• _Work required_
Provide only the number of lines in the following data that contain "symbols".

(Saved entries)
————————

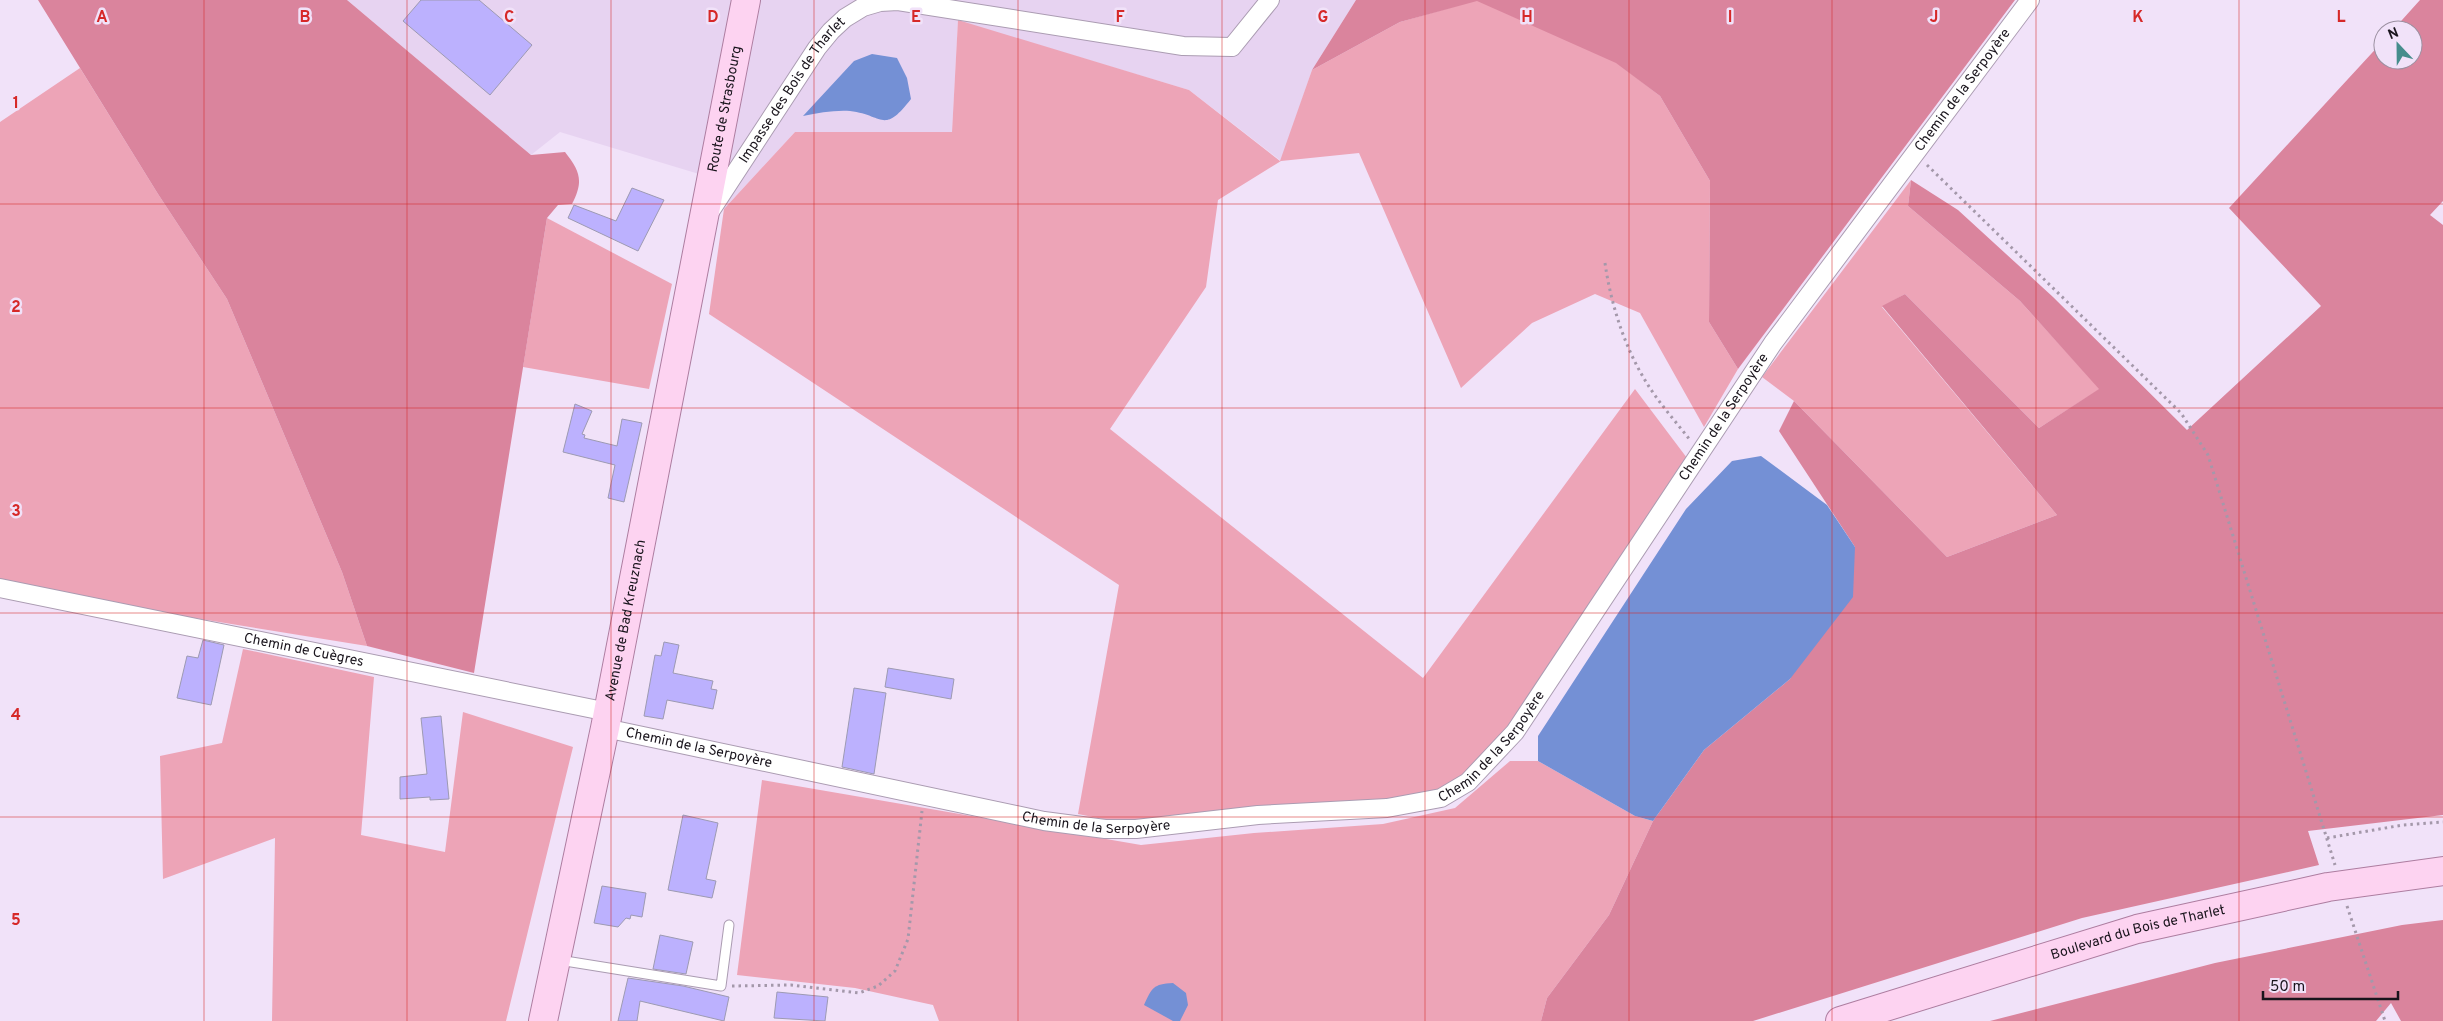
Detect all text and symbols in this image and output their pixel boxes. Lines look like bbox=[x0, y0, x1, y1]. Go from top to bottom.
text: A bbox=[96, 8, 108, 28]
text: B bbox=[299, 8, 311, 28]
text: C bbox=[504, 8, 514, 28]
text: D bbox=[707, 8, 719, 28]
text: E bbox=[911, 8, 921, 28]
text: F bbox=[1115, 8, 1125, 28]
text: G bbox=[1318, 8, 1328, 28]
text: H bbox=[1521, 8, 1533, 28]
text: I bbox=[1728, 8, 1732, 28]
text: J bbox=[1930, 8, 1938, 28]
text: K bbox=[2132, 8, 2144, 28]
text: L bbox=[2336, 8, 2346, 28]
street label: Impasse des Bois de Tharlet bbox=[735, 13, 849, 166]
north arrow bbox=[2373, 20, 2423, 70]
street label: Chemin de la Serpoyère bbox=[1911, 25, 2014, 155]
text: N bbox=[2386, 25, 2402, 44]
street label: Route de Strasbourg bbox=[704, 44, 745, 174]
text: 1 bbox=[13, 94, 19, 114]
text: 2 bbox=[11, 298, 21, 318]
street label: Chemin de la Serpoyère bbox=[1675, 350, 1772, 484]
text: 3 bbox=[11, 502, 21, 522]
street label: Avenue de Bad Kreuznach bbox=[602, 538, 650, 703]
street label: Chemin de Cuègres bbox=[242, 629, 365, 670]
street label: Chemin de la Serpoyère bbox=[1435, 688, 1548, 806]
text: 4 bbox=[11, 706, 21, 726]
street label: Chemin de la Serpoyère bbox=[624, 724, 774, 772]
street label: Chemin de la Serpoyère bbox=[1020, 808, 1171, 838]
street label: Boulevard du Bois de Tharlet bbox=[2049, 901, 2227, 964]
text: 5 bbox=[11, 911, 21, 931]
scale bar bbox=[2263, 968, 2398, 1000]
text: 50 m bbox=[2270, 978, 2305, 997]

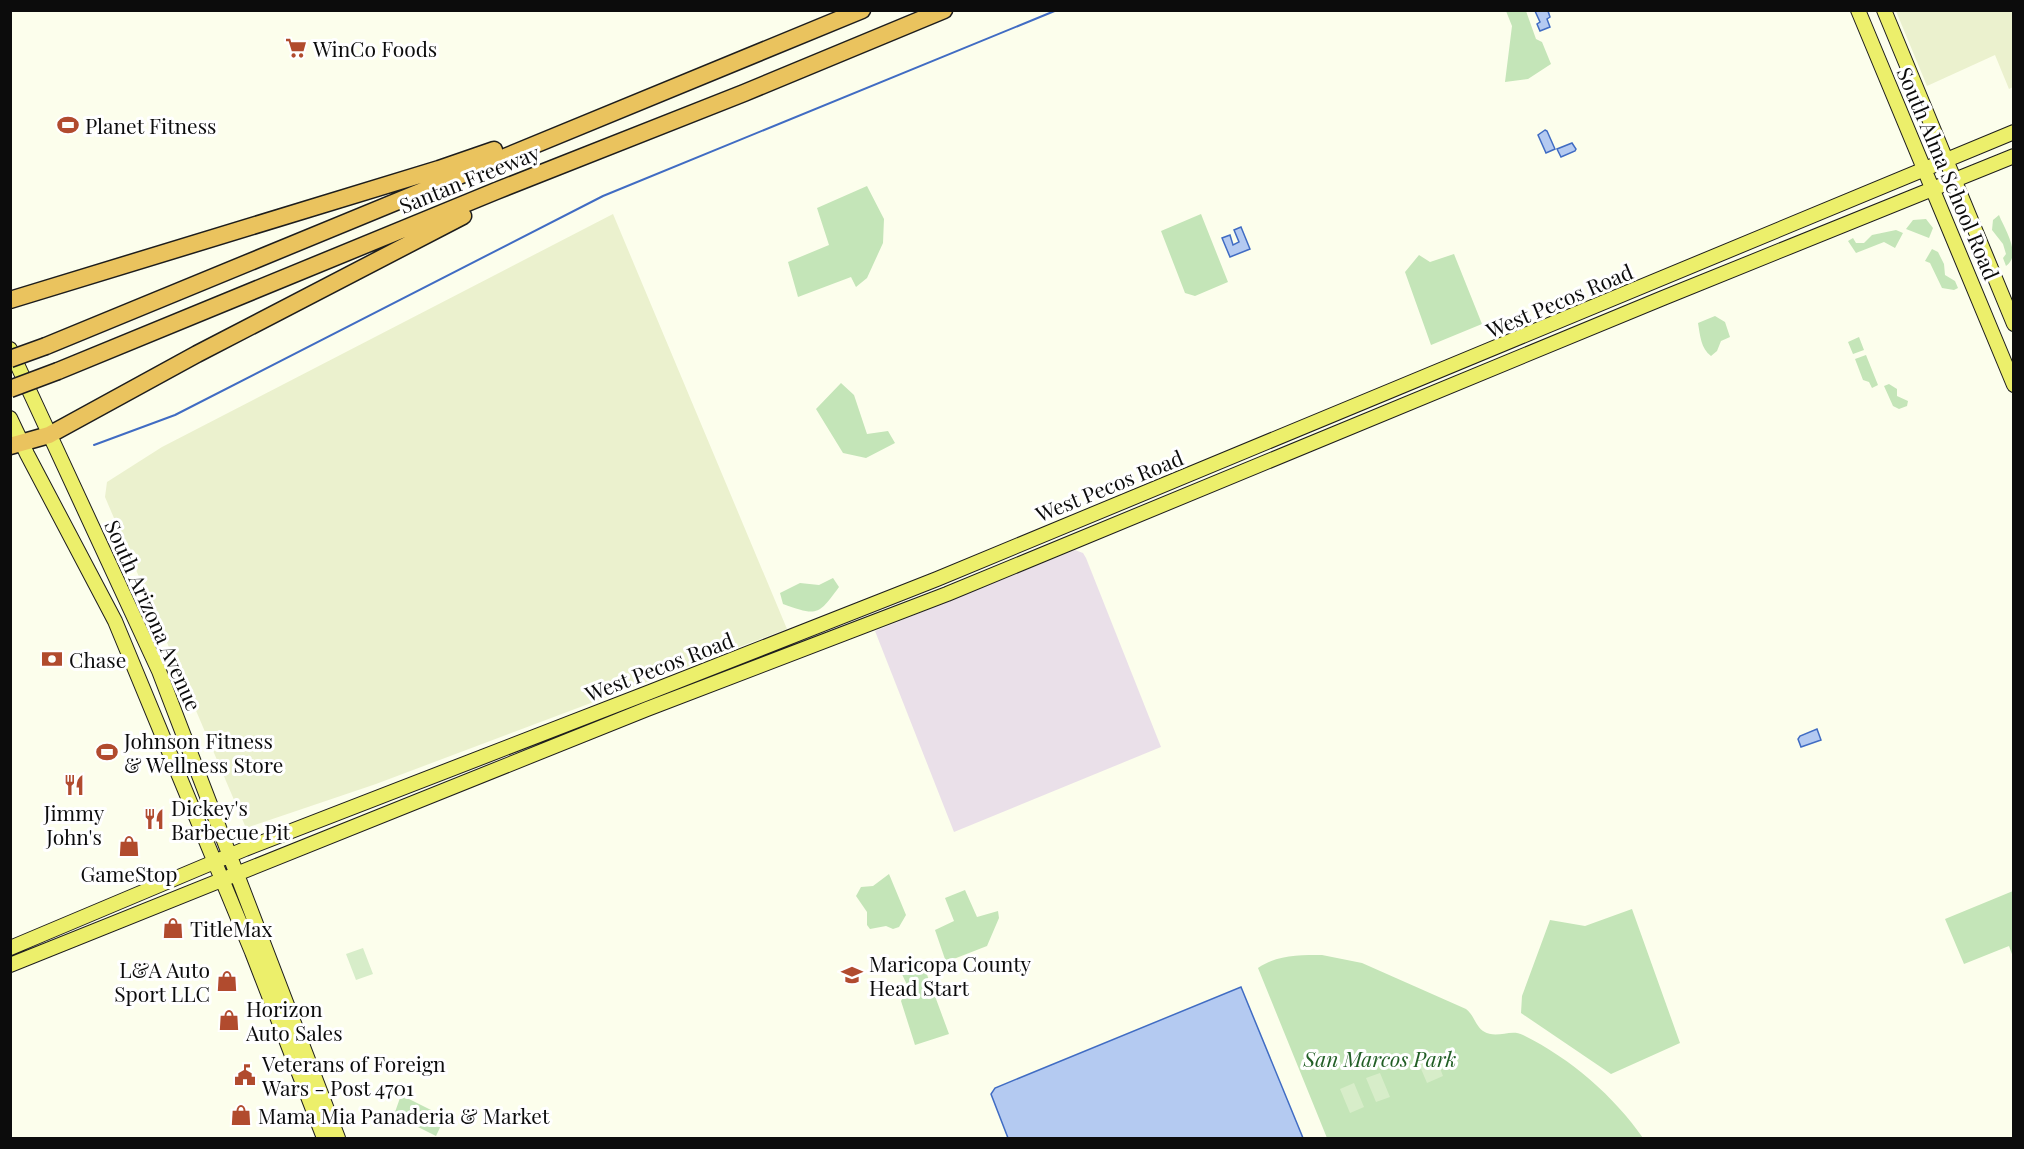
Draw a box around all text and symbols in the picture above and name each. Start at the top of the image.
place label: WinCo Foods [312,34,437,62]
supermarket icon: WinCo Foods [284,36,308,60]
street label: South Alma School Road [1891,62,2007,284]
place label: Planet Fitness [85,111,217,139]
sports icon: Planet Fitness [56,113,80,137]
street label: Santan Freeway [395,137,544,219]
street label: West Pecos Road [1481,257,1637,344]
street label: West Pecos Road [1030,443,1187,528]
street label: South Arizona Avenue [99,515,209,715]
street label: West Pecos Road [580,625,737,708]
place label: Chase [69,645,126,673]
bank icon: Chase [40,647,64,671]
place label: Johnson Fitness & Wellness Store [123,726,283,778]
sports icon: Johnson Fitness & Wellness Store [95,740,119,764]
restaurant icon: Jimmy John's [62,773,86,797]
place label: Dickey's Barbecue Pit [171,793,291,845]
place label: Jimmy John's [43,798,105,850]
restaurant icon: Dickey's Barbecue Pit [142,807,166,831]
shop icon: GameStop [117,834,141,858]
place label: GameStop [81,859,177,887]
place label: TitleMax [190,914,273,942]
shop icon: TitleMax [161,916,185,940]
place label: Maricopa County Head Start [869,949,1032,1001]
place label: L&A Auto Sport LLC [114,955,210,1007]
school or university icon: Maricopa County Head Start [840,963,864,987]
shop icon: L&A Auto Sport LLC [215,969,239,993]
place label: Horizon Auto Sales [245,994,343,1046]
shop icon: Horizon Auto Sales [217,1008,241,1032]
park label: San Marcos Park [1303,1044,1457,1072]
place label: Veterans of Foreign Wars - Post 4701 [261,1049,446,1101]
public building icon: Veterans of Foreign Wars - Post 4701 [233,1063,257,1087]
place label: Mama Mia Panaderia & Market [258,1101,550,1129]
shop icon: Mama Mia Panaderia & Market [229,1103,253,1127]

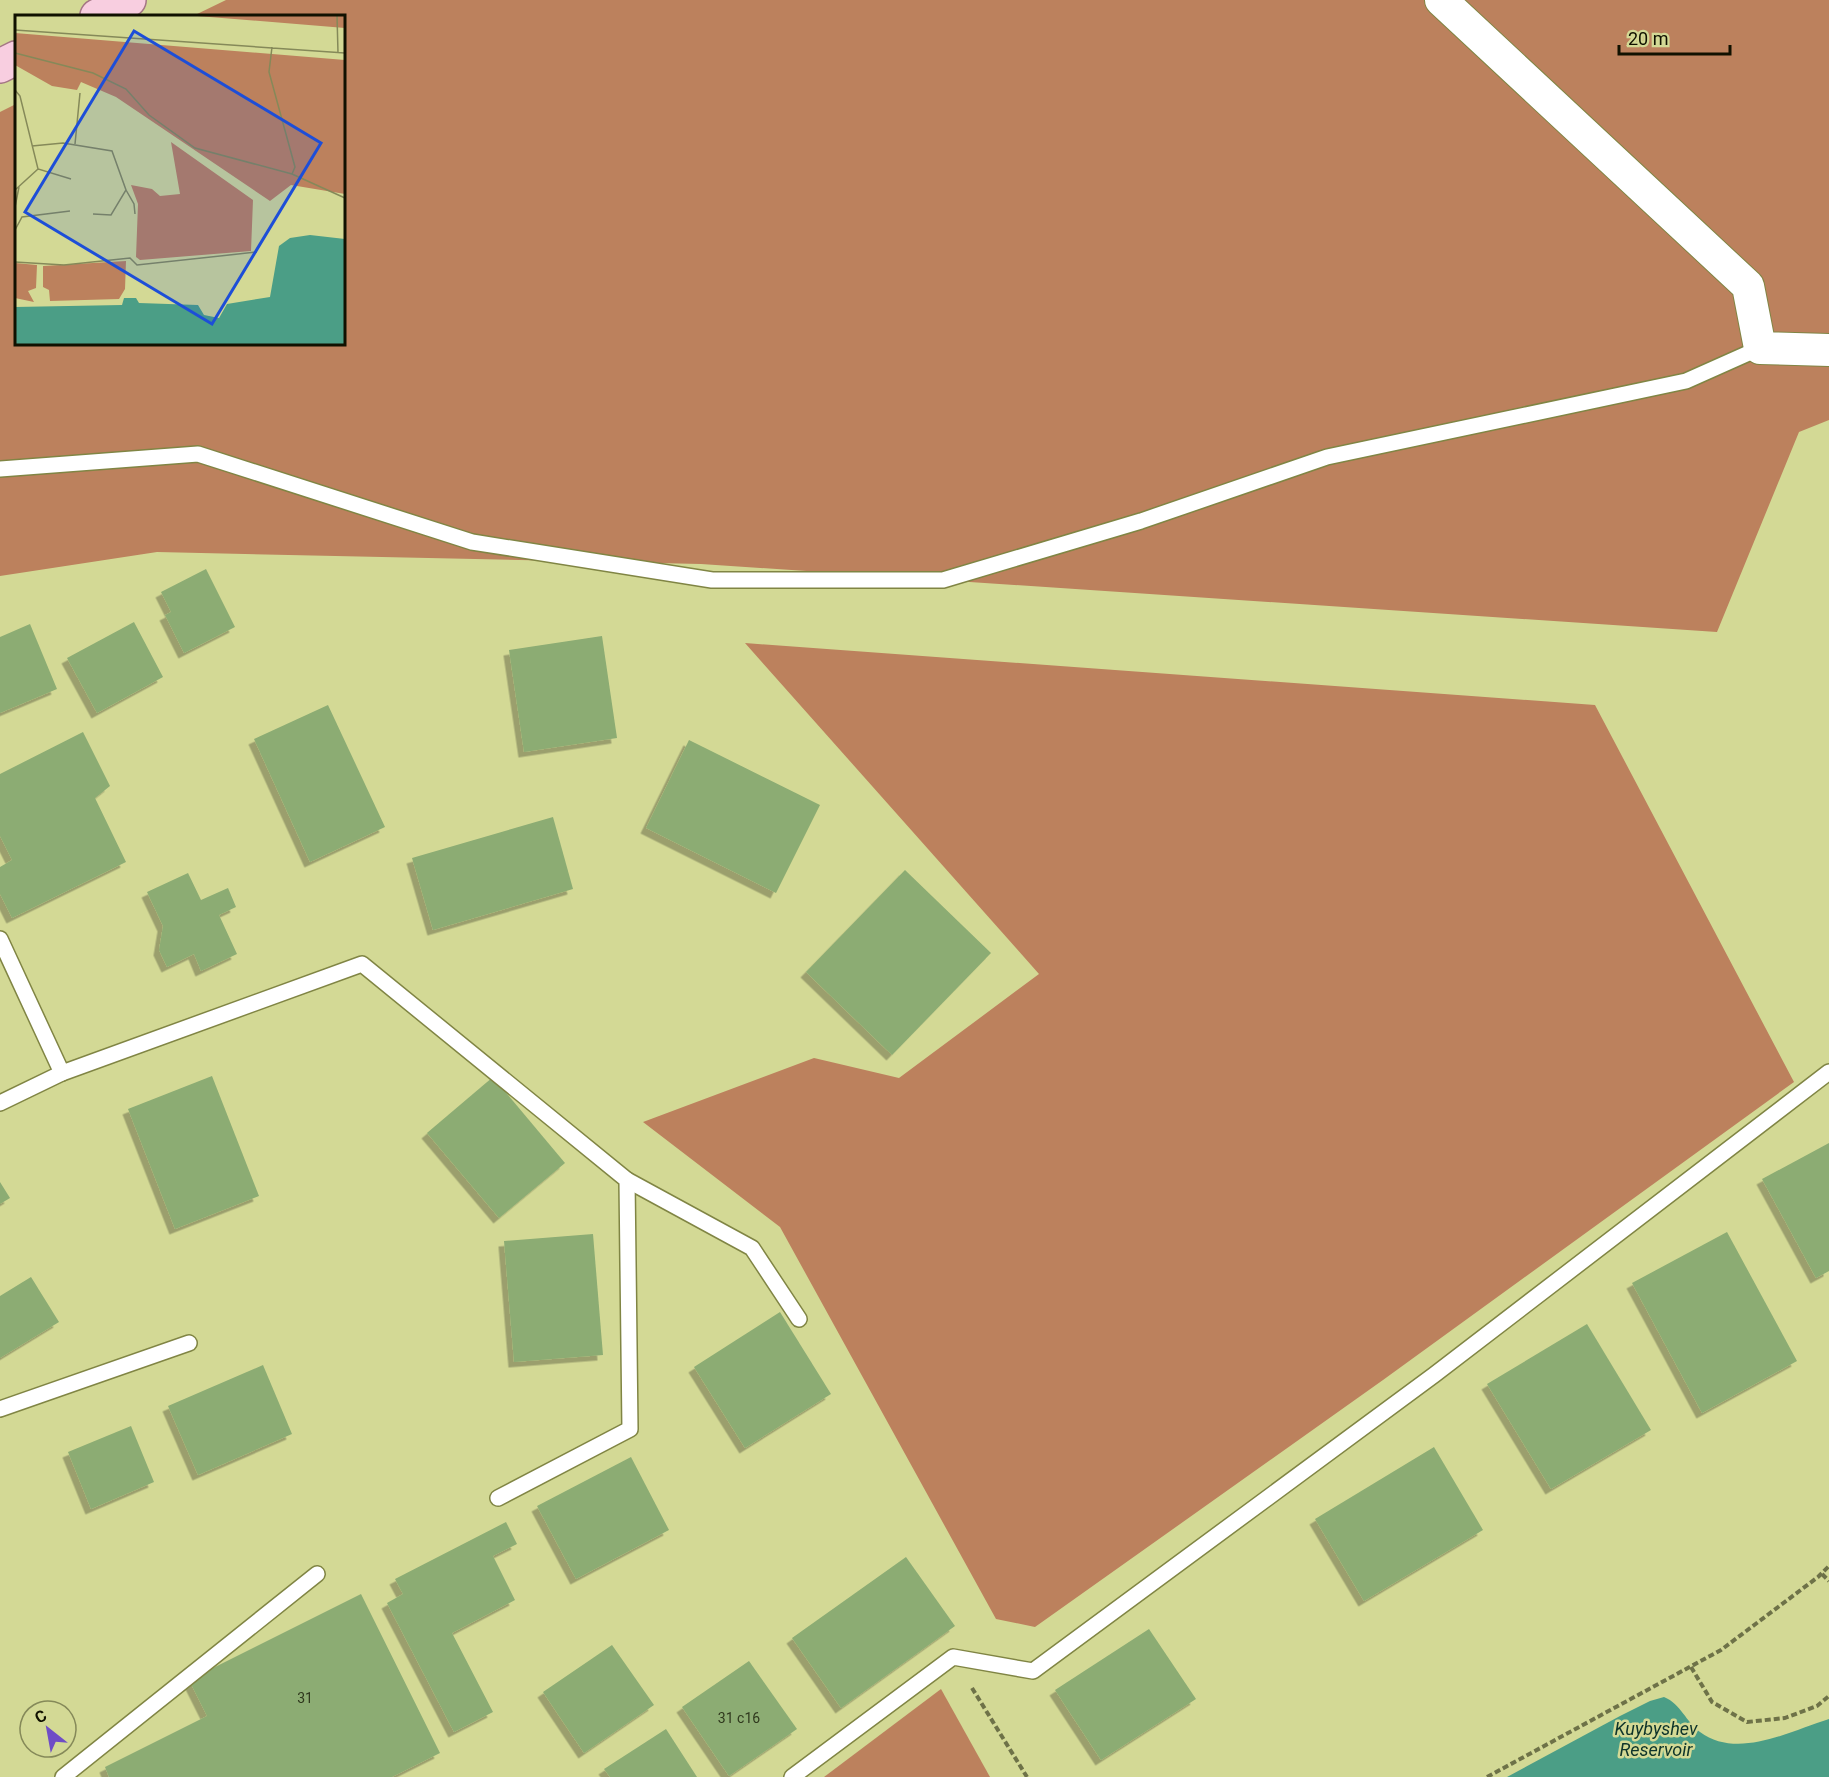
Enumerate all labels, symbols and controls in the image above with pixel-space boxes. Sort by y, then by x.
inset map [15,15,345,345]
scale bar [1619,18,1730,56]
text: 20 m [1628,28,1668,49]
house number: 31 [297,1690,313,1706]
north arrow [18,1699,78,1759]
text: С [31,1706,50,1727]
house number: 31 с16 [718,1710,760,1726]
water label: Kuybyshev Reservoir [1615,1718,1698,1760]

————————

• _Written reply_
3